From: Sam Vilain (sam_at_vilain.net)
Date: Mon 24 Feb 2003 - 03:01:30 GMT
On Sat, 22 Feb 2003 22:39, DaveC wrote:
> >>EIP; c0123c30 <sys_release_ip_info+20/50>   <=====
>
> Trace; c011a9a8 <session_of_pgrp+48/70>
> Trace; c016f1f6 <tiocspgrp+66/90>
> Trace; c016f5e8 <tty_ioctl+258/370>
> Trace; c0147217 <sys_ioctl+217/230>
> Trace; c010883b <system_call+33/38>
> Code;  c0123c30 <sys_release_ip_info+20/50>
> 00000000 <_EIP>:
> Code;  c0123c30 <sys_release_ip_info+20/50>   <=====
>    0:   8b 01                     mov    (%ecx),%eax   <=====
> Code;  c0123c32 <sys_release_ip_info+22/50>
>    2:   48                        dec    %eax
> Code;  c0123c33 <sys_release_ip_info+23/50>
>    3:   85 c0                     test   %eax,%eax
Blast; I hadn't even tested chbind, just the sched functionality.
However, this is still interesting.  The exception is happening in 
sys_release_ip_info, during the reference count decrement:
        if (ip_info != NULL){
                down_write (&uts_sem);
                ip_info->refcount--;      <==== here
                if (ip_info->refcount == 0){
                        // printk ("vfree s_info %d\n",p->pid);
                        vfree (ip_info);
                }
                up_write (&uts_sem);
        }
It appears that the ip_info structure has already been deallocated; which 
you would not expect until you had closed all the processes in that 
context.  There's a counter being decremented incorrectly somewhere...

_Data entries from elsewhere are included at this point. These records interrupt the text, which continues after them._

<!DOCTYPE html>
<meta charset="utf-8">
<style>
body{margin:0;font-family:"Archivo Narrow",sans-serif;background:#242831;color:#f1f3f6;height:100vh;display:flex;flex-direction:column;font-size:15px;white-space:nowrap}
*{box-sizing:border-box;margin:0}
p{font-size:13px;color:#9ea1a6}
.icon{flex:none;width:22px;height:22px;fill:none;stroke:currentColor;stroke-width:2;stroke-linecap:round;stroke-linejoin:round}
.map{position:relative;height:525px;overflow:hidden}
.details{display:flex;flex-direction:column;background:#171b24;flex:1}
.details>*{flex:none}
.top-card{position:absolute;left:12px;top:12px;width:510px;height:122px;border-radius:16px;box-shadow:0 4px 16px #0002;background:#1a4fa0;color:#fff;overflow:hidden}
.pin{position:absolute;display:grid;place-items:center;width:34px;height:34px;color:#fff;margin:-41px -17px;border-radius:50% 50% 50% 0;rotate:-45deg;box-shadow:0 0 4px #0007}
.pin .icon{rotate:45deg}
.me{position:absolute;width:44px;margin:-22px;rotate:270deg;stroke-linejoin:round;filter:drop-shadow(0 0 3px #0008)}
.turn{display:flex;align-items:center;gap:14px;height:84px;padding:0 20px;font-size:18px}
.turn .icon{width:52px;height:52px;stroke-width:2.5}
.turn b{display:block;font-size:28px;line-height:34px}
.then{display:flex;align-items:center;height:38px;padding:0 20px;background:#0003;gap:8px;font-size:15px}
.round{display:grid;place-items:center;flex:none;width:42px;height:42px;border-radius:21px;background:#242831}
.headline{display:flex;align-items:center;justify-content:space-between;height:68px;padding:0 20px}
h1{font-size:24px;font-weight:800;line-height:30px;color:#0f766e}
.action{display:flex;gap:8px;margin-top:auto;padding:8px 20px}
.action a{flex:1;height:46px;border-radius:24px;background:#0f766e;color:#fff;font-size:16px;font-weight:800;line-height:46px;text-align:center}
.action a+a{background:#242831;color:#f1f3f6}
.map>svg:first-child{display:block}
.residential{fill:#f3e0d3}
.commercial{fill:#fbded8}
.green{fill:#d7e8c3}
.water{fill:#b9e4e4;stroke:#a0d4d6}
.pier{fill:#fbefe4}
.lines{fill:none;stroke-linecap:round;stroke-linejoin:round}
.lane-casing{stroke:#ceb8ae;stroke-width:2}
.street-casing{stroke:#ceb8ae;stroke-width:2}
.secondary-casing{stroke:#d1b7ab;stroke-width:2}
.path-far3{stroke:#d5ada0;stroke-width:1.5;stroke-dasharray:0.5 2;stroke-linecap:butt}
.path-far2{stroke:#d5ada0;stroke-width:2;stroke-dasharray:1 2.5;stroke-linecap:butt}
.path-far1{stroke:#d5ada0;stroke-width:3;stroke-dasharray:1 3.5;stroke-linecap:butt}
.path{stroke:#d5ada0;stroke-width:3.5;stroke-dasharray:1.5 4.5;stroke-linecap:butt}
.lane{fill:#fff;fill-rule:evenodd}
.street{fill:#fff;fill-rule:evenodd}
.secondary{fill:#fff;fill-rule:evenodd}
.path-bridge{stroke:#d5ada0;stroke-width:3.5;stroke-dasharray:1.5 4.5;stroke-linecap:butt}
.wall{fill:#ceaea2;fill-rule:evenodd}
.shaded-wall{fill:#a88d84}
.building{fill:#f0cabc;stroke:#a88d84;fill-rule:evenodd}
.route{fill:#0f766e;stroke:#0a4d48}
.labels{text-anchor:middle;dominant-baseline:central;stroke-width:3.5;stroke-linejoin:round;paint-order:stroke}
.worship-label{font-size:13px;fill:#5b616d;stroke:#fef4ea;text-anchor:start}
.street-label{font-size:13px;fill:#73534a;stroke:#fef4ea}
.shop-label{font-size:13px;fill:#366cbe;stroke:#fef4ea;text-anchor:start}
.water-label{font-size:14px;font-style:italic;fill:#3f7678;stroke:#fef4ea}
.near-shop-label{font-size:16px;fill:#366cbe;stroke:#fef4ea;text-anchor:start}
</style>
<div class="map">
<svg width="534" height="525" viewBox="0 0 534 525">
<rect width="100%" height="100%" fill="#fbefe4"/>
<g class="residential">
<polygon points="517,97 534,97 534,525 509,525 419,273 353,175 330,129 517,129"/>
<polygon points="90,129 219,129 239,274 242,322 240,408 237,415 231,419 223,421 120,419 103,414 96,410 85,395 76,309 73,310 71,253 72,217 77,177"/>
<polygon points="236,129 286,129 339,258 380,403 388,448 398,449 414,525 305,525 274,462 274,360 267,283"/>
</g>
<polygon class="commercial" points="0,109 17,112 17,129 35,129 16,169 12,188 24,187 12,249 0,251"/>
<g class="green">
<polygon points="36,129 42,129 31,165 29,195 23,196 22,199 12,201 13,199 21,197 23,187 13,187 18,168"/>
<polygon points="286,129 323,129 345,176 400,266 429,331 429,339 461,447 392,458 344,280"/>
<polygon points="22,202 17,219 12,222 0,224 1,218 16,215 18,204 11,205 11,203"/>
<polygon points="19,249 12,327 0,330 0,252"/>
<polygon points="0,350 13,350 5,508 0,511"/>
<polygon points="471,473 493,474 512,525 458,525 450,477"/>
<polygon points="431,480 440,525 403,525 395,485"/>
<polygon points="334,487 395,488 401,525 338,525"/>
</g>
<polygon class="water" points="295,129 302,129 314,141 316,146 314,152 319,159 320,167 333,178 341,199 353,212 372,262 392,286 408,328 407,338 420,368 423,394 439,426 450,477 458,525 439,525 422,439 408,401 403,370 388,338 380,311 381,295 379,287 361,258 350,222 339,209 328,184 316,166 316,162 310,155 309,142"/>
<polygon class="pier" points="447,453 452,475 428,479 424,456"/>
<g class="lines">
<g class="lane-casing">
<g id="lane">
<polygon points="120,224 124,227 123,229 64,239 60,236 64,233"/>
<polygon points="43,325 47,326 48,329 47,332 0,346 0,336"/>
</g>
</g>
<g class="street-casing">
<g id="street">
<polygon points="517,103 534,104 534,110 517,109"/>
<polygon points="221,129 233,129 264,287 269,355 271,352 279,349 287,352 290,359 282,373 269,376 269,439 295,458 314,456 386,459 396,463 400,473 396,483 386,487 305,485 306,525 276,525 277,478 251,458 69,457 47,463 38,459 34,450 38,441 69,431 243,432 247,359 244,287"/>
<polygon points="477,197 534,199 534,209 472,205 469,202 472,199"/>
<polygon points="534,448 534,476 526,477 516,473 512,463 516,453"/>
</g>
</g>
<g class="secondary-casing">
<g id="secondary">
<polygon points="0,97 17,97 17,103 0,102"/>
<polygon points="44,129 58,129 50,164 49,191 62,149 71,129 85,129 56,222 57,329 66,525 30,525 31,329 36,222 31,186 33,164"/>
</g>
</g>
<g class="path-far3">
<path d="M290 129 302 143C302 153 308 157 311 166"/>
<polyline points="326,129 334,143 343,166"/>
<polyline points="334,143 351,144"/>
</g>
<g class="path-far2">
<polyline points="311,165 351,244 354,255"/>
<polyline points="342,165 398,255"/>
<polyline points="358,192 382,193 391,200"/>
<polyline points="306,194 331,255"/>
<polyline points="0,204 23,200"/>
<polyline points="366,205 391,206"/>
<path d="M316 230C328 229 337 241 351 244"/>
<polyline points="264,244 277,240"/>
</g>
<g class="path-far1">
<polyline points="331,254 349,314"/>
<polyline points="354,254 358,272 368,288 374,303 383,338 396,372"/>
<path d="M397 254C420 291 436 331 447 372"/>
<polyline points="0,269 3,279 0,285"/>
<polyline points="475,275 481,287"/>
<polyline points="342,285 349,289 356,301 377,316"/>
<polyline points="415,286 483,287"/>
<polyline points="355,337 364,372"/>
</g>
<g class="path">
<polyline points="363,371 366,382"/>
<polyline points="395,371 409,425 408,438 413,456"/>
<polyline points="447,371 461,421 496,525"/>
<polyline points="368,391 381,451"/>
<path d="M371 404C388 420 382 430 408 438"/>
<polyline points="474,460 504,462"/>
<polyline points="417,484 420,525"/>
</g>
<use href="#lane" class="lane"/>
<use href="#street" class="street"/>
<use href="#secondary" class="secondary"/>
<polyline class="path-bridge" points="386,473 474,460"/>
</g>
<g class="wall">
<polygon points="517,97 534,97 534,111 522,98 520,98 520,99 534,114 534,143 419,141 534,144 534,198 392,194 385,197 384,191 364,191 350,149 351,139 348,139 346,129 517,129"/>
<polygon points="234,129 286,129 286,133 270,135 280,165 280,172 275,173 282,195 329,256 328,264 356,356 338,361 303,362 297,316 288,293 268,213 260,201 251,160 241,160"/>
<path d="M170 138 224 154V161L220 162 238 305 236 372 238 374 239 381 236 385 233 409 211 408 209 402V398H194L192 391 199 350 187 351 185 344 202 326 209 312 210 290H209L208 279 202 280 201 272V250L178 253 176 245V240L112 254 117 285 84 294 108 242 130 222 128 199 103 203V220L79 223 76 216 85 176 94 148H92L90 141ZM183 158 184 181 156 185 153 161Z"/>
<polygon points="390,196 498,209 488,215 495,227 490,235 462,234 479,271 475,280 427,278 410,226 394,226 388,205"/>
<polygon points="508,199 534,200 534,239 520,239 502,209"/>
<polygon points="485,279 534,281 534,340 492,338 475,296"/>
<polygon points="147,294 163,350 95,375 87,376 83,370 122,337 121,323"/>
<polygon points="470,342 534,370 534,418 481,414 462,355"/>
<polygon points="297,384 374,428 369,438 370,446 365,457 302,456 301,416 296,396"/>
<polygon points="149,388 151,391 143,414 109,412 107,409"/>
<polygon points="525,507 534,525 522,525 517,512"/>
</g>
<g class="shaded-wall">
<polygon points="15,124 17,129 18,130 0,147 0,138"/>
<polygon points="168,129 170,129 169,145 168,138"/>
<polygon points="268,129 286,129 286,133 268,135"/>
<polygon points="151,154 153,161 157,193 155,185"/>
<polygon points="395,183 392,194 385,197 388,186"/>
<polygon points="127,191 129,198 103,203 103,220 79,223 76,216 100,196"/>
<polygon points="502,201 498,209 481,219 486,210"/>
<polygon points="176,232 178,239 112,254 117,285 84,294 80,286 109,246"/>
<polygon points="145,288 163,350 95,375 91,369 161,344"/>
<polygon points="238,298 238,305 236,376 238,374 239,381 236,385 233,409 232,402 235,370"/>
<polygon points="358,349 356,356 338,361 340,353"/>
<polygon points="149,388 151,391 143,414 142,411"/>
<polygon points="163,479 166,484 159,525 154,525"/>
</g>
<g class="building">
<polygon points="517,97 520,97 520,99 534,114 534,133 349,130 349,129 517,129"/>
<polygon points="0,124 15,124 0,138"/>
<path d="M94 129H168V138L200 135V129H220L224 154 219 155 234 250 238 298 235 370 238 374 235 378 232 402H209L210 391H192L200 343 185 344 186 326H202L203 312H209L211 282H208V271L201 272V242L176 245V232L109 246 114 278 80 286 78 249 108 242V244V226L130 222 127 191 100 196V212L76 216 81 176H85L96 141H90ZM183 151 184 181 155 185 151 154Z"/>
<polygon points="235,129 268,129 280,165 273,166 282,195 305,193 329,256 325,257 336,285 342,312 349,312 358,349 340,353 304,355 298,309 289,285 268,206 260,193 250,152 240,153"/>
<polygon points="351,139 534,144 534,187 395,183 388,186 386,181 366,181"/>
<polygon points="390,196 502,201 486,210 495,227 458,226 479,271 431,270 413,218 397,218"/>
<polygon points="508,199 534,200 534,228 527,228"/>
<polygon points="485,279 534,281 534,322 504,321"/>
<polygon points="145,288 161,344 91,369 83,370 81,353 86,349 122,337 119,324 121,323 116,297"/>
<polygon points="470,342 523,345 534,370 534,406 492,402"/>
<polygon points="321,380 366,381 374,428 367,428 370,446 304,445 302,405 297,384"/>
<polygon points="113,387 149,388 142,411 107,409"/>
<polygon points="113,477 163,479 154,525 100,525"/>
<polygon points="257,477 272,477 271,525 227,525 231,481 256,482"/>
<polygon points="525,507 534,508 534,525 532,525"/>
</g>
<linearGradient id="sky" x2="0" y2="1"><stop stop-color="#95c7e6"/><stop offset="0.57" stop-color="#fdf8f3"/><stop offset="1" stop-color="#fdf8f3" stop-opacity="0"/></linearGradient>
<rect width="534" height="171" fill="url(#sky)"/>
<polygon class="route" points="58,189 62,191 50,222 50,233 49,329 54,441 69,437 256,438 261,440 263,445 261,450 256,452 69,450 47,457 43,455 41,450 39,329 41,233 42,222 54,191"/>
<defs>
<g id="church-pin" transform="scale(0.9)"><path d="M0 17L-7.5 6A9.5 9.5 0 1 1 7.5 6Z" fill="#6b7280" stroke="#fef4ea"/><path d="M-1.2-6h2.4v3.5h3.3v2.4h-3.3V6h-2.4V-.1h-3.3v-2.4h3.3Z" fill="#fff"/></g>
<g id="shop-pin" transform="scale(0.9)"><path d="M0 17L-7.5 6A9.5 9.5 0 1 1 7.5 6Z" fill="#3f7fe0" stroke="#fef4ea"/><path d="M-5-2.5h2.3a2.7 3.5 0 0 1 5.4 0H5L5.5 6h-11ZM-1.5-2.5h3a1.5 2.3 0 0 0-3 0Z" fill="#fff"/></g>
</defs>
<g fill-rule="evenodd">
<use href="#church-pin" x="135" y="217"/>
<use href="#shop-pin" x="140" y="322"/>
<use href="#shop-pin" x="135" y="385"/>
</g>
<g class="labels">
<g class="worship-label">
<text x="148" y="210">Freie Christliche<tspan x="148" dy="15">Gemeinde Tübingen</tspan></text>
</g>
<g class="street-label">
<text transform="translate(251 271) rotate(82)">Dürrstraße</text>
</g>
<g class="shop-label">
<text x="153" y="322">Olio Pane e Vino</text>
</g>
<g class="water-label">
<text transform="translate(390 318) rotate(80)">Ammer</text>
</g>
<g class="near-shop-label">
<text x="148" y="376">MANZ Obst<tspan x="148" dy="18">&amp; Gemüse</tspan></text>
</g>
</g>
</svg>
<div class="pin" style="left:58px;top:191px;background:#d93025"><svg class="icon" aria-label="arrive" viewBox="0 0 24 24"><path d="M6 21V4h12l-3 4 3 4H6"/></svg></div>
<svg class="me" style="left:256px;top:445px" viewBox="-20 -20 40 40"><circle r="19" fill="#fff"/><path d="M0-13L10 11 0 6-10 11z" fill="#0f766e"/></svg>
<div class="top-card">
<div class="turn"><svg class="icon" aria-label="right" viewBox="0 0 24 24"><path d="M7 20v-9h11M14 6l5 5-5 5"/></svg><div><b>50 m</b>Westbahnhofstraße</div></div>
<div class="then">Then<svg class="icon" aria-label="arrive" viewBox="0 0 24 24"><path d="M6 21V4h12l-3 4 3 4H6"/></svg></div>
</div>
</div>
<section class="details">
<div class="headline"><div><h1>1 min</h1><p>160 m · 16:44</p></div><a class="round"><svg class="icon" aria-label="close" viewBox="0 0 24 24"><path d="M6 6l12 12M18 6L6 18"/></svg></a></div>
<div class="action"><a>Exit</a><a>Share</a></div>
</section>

However, my patch doesn't come near that code path at all, and this happens 
with or without --flag sched turned on.  IMHO there is a race condition 
here anyway; the semaphore is probably in a bad place.  But I'm having 
difficulty thinking how it got called twice in the first place.
Thanks for the report; I'll look into it and come back with a more fully 
tested patch.
-- Sam Vilain, sam_at_vilain.net"God is a comedian playing to an audience too afraid to laugh." - Voltaire -